- [EXERCISE]:
Transcription of the full listing is required, character for character.

- [RECORDS SUPPLIED]:

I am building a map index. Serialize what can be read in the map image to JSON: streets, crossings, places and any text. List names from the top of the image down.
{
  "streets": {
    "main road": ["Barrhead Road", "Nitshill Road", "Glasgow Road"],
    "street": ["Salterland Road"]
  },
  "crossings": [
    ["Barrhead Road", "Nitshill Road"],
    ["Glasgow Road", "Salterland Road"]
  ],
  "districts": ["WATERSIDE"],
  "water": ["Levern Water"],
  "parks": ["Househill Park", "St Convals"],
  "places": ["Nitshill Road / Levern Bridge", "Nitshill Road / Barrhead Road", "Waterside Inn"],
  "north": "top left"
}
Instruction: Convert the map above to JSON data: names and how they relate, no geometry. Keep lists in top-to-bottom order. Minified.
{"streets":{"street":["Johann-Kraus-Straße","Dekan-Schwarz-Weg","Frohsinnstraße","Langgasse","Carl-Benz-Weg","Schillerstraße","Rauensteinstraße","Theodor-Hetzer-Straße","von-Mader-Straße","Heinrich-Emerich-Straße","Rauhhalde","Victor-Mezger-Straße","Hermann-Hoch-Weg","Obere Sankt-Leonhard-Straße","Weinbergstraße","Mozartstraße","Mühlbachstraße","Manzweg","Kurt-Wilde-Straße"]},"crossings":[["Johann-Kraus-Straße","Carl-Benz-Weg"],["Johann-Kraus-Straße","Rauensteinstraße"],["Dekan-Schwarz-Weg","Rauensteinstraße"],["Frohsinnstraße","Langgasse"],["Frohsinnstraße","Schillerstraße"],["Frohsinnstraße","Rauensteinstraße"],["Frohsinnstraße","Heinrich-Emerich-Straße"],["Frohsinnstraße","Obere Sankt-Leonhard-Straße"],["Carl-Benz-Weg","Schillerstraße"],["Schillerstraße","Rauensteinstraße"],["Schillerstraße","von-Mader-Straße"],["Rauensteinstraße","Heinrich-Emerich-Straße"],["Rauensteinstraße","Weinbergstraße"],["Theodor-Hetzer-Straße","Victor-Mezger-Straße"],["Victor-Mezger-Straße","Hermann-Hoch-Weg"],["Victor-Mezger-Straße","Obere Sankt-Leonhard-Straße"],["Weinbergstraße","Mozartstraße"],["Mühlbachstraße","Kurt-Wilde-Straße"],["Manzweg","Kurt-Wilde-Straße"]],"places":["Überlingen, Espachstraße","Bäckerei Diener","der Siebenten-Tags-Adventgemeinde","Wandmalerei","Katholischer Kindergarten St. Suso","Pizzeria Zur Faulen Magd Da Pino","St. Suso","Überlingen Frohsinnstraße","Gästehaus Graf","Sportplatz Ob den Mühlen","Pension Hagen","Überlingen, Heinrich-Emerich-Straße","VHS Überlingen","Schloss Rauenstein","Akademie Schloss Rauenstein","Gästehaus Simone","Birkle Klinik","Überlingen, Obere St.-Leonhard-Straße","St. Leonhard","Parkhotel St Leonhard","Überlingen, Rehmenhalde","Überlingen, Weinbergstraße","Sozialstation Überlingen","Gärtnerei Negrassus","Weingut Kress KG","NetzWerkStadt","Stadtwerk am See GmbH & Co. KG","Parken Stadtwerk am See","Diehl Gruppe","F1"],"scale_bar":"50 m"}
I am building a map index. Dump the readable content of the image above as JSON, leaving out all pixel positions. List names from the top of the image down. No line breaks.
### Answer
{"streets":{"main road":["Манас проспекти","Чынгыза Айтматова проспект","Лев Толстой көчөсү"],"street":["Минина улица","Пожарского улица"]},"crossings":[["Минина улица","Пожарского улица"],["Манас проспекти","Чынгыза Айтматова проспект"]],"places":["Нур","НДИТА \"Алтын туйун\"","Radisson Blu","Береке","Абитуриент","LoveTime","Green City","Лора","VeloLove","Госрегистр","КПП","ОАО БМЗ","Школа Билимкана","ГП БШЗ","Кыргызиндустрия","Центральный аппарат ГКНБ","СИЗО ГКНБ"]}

- [SOLUTION TO THE EXERCISE]:
I am building a map index. Serialize what can be read in the map image to JSON: streets, crossings, places and any text. List names from the top of the image down.
{
  "streets": {
    "main road": ["Barrhead Road", "Nitshill Road", "Glasgow Road"],
    "street": ["Salterland Road"]
  },
  "crossings": [
    ["Barrhead Road", "Nitshill Road"],
    ["Glasgow Road", "Salterland Road"]
  ],
  "districts": ["WATERSIDE"],
  "water": ["Levern Water"],
  "parks": ["Househill Park", "St Convals"],
  "places": ["Nitshill Road / Levern Bridge", "Nitshill Road / Barrhead Road", "Waterside Inn"],
  "north": "top left"
}
Instruction: Convert the map above to JSON data: names and how they relate, no geometry. Keep lists in top-to-bottom order. Minified.
{"streets":{"street":["Johann-Kraus-Straße","Dekan-Schwarz-Weg","Frohsinnstraße","Langgasse","Carl-Benz-Weg","Schillerstraße","Rauensteinstraße","Theodor-Hetzer-Straße","von-Mader-Straße","Heinrich-Emerich-Straße","Rauhhalde","Victor-Mezger-Straße","Hermann-Hoch-Weg","Obere Sankt-Leonhard-Straße","Weinbergstraße","Mozartstraße","Mühlbachstraße","Manzweg","Kurt-Wilde-Straße"]},"crossings":[["Johann-Kraus-Straße","Carl-Benz-Weg"],["Johann-Kraus-Straße","Rauensteinstraße"],["Dekan-Schwarz-Weg","Rauensteinstraße"],["Frohsinnstraße","Langgasse"],["Frohsinnstraße","Schillerstraße"],["Frohsinnstraße","Rauensteinstraße"],["Frohsinnstraße","Heinrich-Emerich-Straße"],["Frohsinnstraße","Obere Sankt-Leonhard-Straße"],["Carl-Benz-Weg","Schillerstraße"],["Schillerstraße","Rauensteinstraße"],["Schillerstraße","von-Mader-Straße"],["Rauensteinstraße","Heinrich-Emerich-Straße"],["Rauensteinstraße","Weinbergstraße"],["Theodor-Hetzer-Straße","Victor-Mezger-Straße"],["Victor-Mezger-Straße","Hermann-Hoch-Weg"],["Victor-Mezger-Straße","Obere Sankt-Leonhard-Straße"],["Weinbergstraße","Mozartstraße"],["Mühlbachstraße","Kurt-Wilde-Straße"],["Manzweg","Kurt-Wilde-Straße"]],"places":["Überlingen, Espachstraße","Bäckerei Diener","der Siebenten-Tags-Adventgemeinde","Wandmalerei","Katholischer Kindergarten St. Suso","Pizzeria Zur Faulen Magd Da Pino","St. Suso","Überlingen Frohsinnstraße","Gästehaus Graf","Sportplatz Ob den Mühlen","Pension Hagen","Überlingen, Heinrich-Emerich-Straße","VHS Überlingen","Schloss Rauenstein","Akademie Schloss Rauenstein","Gästehaus Simone","Birkle Klinik","Überlingen, Obere St.-Leonhard-Straße","St. Leonhard","Parkhotel St Leonhard","Überlingen, Rehmenhalde","Überlingen, Weinbergstraße","Sozialstation Überlingen","Gärtnerei Negrassus","Weingut Kress KG","NetzWerkStadt","Stadtwerk am See GmbH & Co. KG","Parken Stadtwerk am See","Diehl Gruppe","F1"],"scale_bar":"50 m"}
I am building a map index. Dump the readable content of the image above as JSON, leaving out all pixel positions. List names from the top of the image down. No line breaks.
### Answer
{"streets":{"main road":["Манас проспекти","Чынгыза Айтматова проспект","Лев Толстой көчөсү"],"street":["Минина улица","Пожарского улица"]},"crossings":[["Минина улица","Пожарского улица"],["Манас проспекти","Чынгыза Айтматова проспект"]],"places":["Нур","НДИТА \"Алтын туйун\"","Radisson Blu","Береке","Абитуриент","LoveTime","Green City","Лора","VeloLove","Госрегистр","КПП","ОАО БМЗ","Школа Билимкана","ГП БШЗ","Кыргызиндустрия","Центральный аппарат ГКНБ","СИЗО ГКНБ"]}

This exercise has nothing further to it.